START Dataset extract

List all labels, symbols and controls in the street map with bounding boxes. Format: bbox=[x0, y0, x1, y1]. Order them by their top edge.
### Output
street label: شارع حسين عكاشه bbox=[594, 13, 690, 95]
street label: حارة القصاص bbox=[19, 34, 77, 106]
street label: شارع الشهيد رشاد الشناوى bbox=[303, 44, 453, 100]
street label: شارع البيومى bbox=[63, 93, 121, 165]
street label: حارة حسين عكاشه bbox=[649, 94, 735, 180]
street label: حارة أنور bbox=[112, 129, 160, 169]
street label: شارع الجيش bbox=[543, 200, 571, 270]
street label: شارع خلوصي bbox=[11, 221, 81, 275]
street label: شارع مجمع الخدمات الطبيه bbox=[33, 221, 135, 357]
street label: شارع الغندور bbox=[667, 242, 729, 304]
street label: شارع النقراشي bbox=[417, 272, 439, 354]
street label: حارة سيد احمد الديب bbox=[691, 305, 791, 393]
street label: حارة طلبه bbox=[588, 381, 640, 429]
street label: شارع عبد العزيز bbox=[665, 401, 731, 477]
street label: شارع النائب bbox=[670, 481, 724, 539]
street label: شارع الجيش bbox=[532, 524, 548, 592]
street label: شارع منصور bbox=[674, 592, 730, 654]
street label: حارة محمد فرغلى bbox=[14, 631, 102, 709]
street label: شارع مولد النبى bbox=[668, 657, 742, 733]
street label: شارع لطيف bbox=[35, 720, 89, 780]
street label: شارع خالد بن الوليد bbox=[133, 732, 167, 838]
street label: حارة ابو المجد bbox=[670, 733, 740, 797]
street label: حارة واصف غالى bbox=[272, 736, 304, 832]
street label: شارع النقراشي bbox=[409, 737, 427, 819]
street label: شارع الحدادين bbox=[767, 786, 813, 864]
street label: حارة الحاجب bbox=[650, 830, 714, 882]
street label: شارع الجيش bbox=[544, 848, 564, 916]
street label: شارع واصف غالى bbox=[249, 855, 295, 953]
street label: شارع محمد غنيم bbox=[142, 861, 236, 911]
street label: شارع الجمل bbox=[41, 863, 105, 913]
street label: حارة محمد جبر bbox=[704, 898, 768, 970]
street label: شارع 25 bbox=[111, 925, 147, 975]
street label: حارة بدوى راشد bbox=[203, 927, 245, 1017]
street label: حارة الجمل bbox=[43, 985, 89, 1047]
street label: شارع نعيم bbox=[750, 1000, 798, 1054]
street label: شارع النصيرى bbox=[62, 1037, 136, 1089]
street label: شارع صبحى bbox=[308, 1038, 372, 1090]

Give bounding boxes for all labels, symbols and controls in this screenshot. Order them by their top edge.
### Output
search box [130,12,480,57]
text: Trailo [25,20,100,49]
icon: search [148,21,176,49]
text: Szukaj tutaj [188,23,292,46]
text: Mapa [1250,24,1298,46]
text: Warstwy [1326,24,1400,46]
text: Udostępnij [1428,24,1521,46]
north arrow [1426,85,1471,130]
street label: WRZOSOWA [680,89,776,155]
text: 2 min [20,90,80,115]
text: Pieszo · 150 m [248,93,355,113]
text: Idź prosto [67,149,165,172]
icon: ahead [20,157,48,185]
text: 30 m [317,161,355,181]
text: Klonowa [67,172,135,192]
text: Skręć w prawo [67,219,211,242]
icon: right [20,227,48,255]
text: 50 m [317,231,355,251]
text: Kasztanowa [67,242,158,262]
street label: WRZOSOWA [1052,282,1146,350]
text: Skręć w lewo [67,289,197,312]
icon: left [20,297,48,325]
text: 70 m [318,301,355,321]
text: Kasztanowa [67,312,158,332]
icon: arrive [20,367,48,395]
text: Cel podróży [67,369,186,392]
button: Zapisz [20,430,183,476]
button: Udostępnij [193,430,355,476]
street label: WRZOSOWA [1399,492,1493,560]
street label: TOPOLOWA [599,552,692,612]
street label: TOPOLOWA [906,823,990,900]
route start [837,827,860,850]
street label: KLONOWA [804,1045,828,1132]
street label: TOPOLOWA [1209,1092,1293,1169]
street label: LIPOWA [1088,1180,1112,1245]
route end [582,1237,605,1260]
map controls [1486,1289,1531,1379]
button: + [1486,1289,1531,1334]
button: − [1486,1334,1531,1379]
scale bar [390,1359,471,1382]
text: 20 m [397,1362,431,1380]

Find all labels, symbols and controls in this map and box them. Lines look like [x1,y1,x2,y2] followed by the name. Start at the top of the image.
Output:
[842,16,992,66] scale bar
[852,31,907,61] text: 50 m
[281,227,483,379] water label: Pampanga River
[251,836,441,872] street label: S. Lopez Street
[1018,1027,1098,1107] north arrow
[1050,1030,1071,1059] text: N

END Dataset extract

= Work instructions =
A copy of each line above that holds the word "الجمل" is the expected answer.

= Written answer =
street label: شارع الجمل bbox=[41, 863, 105, 913]
street label: حارة الجمل bbox=[43, 985, 89, 1047]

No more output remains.